While the EGO solver is slower than local optimization methods due to its global search strategy, it provides valuable robustness in navigating complex solution landscapes. After running the EGO solver, it is recommended to further process the results using a local optimization method to refine the solution. Additionally, the solver enables the inspection of the underlying surrogate model used for the analysis, providing further insight into the optimization process.
Nonlinear Eigenvalue Solver and Improved Sorting
A new nonlinear eigenvalue solver based on the ARPACK library is now available as an option within the eigenvalue solver, eliminating the need for manual iterations when solving for nonlinear eigenvalues. This is useful for structural analysis with viscoelastic materials, electromagnetic mode analysis, and more.
Additionally, a new Filtering and Sorting section has been added to the settings of the Eigenvalue, Eigenfrequency, and Boundary Mode Analysis study steps. This makes it possible to apply filter expressions, such as real(freq) + 1e-6 > 0, and sort eigensolutions by various criteria, such as real or imaginary parts, their magnitudes, or absolute values, in ascending or descending order. Sorting options are also available in the Eigenvalue Solver and Combine Solutions feature nodes when working with eigenvalue-type solutions.

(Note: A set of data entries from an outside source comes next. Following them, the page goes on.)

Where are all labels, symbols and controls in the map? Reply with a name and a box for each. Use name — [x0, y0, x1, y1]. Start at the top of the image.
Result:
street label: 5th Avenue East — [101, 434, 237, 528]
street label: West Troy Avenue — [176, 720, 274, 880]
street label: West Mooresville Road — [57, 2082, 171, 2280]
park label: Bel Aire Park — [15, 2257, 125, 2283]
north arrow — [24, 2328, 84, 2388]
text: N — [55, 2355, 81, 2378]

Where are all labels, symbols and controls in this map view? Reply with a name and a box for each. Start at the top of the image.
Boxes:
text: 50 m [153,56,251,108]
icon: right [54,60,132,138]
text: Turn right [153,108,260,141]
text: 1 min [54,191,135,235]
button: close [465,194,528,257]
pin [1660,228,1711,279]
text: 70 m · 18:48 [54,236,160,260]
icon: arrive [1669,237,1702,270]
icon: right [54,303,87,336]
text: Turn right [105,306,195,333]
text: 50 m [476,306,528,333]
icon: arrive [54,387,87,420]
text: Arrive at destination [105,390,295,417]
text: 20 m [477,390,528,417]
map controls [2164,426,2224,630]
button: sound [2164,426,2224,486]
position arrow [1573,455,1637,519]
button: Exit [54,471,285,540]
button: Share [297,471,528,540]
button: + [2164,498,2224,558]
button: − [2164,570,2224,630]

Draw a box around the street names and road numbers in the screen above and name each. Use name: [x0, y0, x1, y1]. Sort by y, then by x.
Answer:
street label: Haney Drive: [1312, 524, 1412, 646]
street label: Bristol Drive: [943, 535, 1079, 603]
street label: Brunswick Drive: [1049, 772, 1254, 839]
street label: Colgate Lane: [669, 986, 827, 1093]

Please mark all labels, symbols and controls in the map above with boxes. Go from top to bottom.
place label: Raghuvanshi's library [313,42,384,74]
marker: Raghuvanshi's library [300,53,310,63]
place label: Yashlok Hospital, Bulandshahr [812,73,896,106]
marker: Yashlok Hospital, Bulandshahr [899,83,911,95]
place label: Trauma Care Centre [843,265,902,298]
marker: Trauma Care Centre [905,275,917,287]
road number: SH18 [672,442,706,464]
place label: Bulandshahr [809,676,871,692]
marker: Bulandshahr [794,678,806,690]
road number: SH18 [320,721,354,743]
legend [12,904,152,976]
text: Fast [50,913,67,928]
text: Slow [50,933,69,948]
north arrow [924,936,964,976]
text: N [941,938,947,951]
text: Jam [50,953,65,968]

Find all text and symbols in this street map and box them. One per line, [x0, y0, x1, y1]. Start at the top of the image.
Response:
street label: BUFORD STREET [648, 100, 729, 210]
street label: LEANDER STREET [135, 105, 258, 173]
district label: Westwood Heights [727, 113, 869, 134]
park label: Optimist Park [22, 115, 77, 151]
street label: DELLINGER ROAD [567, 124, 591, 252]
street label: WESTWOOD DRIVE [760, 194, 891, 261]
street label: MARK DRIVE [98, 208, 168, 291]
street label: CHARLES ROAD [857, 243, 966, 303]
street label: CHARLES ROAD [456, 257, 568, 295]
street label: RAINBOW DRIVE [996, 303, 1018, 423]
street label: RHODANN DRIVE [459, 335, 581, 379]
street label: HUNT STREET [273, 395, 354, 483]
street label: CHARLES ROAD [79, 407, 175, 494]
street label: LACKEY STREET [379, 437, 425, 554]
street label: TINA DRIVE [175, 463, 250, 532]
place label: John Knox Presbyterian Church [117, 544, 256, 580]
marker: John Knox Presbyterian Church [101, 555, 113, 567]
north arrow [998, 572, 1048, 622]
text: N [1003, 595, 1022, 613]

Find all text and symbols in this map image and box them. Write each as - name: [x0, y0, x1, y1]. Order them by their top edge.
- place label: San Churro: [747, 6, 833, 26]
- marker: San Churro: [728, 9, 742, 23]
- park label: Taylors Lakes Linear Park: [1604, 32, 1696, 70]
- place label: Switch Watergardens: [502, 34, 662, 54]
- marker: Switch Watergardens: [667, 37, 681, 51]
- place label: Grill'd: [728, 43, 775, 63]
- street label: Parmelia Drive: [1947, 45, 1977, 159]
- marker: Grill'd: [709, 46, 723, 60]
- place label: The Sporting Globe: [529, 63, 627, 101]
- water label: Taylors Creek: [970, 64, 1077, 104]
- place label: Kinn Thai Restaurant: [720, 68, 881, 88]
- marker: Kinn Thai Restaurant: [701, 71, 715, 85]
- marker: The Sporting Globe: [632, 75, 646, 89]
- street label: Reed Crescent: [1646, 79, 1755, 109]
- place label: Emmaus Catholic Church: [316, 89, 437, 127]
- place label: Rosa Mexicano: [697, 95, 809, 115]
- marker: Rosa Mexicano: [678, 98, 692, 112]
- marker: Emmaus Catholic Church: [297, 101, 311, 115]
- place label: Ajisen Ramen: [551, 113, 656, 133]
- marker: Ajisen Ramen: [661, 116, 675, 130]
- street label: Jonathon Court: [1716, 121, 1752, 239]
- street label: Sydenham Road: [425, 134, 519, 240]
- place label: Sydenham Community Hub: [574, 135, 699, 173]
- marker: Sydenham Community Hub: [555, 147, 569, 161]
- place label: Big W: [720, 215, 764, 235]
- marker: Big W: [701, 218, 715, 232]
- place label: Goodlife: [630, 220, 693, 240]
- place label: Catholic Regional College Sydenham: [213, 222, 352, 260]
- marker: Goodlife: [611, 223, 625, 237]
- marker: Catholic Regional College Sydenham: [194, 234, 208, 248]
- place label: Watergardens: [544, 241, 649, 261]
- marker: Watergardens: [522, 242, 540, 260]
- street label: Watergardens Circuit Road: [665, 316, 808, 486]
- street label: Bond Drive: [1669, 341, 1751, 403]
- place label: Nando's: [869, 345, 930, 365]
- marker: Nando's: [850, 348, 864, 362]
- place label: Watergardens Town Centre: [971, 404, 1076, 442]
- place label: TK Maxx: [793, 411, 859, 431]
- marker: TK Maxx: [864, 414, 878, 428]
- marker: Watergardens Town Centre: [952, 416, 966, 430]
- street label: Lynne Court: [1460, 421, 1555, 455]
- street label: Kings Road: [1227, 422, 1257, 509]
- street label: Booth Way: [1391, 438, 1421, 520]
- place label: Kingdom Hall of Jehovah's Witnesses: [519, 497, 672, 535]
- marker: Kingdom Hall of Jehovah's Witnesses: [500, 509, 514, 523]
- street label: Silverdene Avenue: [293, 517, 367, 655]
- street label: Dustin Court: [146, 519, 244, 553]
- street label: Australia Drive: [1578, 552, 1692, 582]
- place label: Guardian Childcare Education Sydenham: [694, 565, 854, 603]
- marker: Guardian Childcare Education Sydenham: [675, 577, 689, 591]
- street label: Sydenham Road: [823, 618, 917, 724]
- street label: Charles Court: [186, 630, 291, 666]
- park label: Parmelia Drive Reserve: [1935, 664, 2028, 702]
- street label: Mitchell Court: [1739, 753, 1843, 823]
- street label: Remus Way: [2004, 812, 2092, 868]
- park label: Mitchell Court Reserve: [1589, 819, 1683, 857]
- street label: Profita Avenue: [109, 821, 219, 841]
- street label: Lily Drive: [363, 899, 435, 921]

Proper Orthogonal Decomposition (POD) Reduced-Order Model
A new model reduction technique, POD, has been added. The main idea of POD is to use snapshots of a model to perform a decomposition of a physical field using ideas from principal component analysis. POD can be useful for problems that are parameterized in the frequency domain.
Solver Improvements
Adaptive Tolerance for Linear Solvers
When solving nonlinear problems, it is now possible to enable the tolerance in the linear solver to vary adaptively. This can lead to substantial speedups. This method uses error estimation from the nonlinear solver to solve with lower accuracy when far from the solution and higher accuracy when approaching convergence. Adaptive tolerance in the linear solver is supported for the Constant damping method. It is also supported together with the pseudo-time-stepping method popular for stationary CFD problems.
Scaling for the Algebraic Multigrid (AMG) Method
Row scaling for the AMG method can now be determined automatically. Enabling Row equilibration under the Advanced node of the Stationary Solver node will result in the automatic selection of an appropriate scale for the multigrid solver.